> **DATA FOR ANALYSIS**:

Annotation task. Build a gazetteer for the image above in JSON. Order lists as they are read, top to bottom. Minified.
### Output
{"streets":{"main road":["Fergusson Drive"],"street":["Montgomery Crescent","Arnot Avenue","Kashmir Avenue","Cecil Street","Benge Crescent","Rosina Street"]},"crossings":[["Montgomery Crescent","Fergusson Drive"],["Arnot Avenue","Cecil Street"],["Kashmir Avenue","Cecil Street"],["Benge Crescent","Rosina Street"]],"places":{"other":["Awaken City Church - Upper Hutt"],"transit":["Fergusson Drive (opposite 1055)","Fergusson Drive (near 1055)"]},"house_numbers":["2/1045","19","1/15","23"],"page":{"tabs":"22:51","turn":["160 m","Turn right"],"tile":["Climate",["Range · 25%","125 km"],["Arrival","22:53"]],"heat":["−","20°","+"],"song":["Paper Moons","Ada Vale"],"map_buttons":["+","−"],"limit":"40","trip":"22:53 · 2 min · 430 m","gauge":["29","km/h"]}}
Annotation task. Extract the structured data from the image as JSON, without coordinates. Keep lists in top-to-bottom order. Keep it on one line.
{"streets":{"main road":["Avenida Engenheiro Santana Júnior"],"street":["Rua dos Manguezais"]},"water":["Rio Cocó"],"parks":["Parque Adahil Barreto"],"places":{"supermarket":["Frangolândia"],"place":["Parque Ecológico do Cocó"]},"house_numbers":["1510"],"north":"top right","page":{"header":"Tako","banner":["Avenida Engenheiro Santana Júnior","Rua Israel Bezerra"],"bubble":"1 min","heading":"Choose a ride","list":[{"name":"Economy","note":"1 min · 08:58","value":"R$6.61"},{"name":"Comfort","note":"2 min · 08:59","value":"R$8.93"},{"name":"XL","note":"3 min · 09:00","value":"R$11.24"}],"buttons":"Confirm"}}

> **REQUIRED ACTION**:
Would you return each entry exactly as it reads?

> **ANSWER AREA**:
Annotation task. Build a gazetteer for the image above in JSON. Order lists as they are read, top to bottom. Minified.
### Output
{"streets":{"main road":["Fergusson Drive"],"street":["Montgomery Crescent","Arnot Avenue","Kashmir Avenue","Cecil Street","Benge Crescent","Rosina Street"]},"crossings":[["Montgomery Crescent","Fergusson Drive"],["Arnot Avenue","Cecil Street"],["Kashmir Avenue","Cecil Street"],["Benge Crescent","Rosina Street"]],"places":{"other":["Awaken City Church - Upper Hutt"],"transit":["Fergusson Drive (opposite 1055)","Fergusson Drive (near 1055)"]},"house_numbers":["2/1045","19","1/15","23"],"page":{"tabs":"22:51","turn":["160 m","Turn right"],"tile":["Climate",["Range · 25%","125 km"],["Arrival","22:53"]],"heat":["−","20°","+"],"song":["Paper Moons","Ada Vale"],"map_buttons":["+","−"],"limit":"40","trip":"22:53 · 2 min · 430 m","gauge":["29","km/h"]}}
Annotation task. Extract the structured data from the image as JSON, without coordinates. Keep lists in top-to-bottom order. Keep it on one line.
{"streets":{"main road":["Avenida Engenheiro Santana Júnior"],"street":["Rua dos Manguezais"]},"water":["Rio Cocó"],"parks":["Parque Adahil Barreto"],"places":{"supermarket":["Frangolândia"],"place":["Parque Ecológico do Cocó"]},"house_numbers":["1510"],"north":"top right","page":{"header":"Tako","banner":["Avenida Engenheiro Santana Júnior","Rua Israel Bezerra"],"bubble":"1 min","heading":"Choose a ride","list":[{"name":"Economy","note":"1 min · 08:58","value":"R$6.61"},{"name":"Comfort","note":"2 min · 08:59","value":"R$8.93"},{"name":"XL","note":"3 min · 09:00","value":"R$11.24"}],"buttons":"Confirm"}}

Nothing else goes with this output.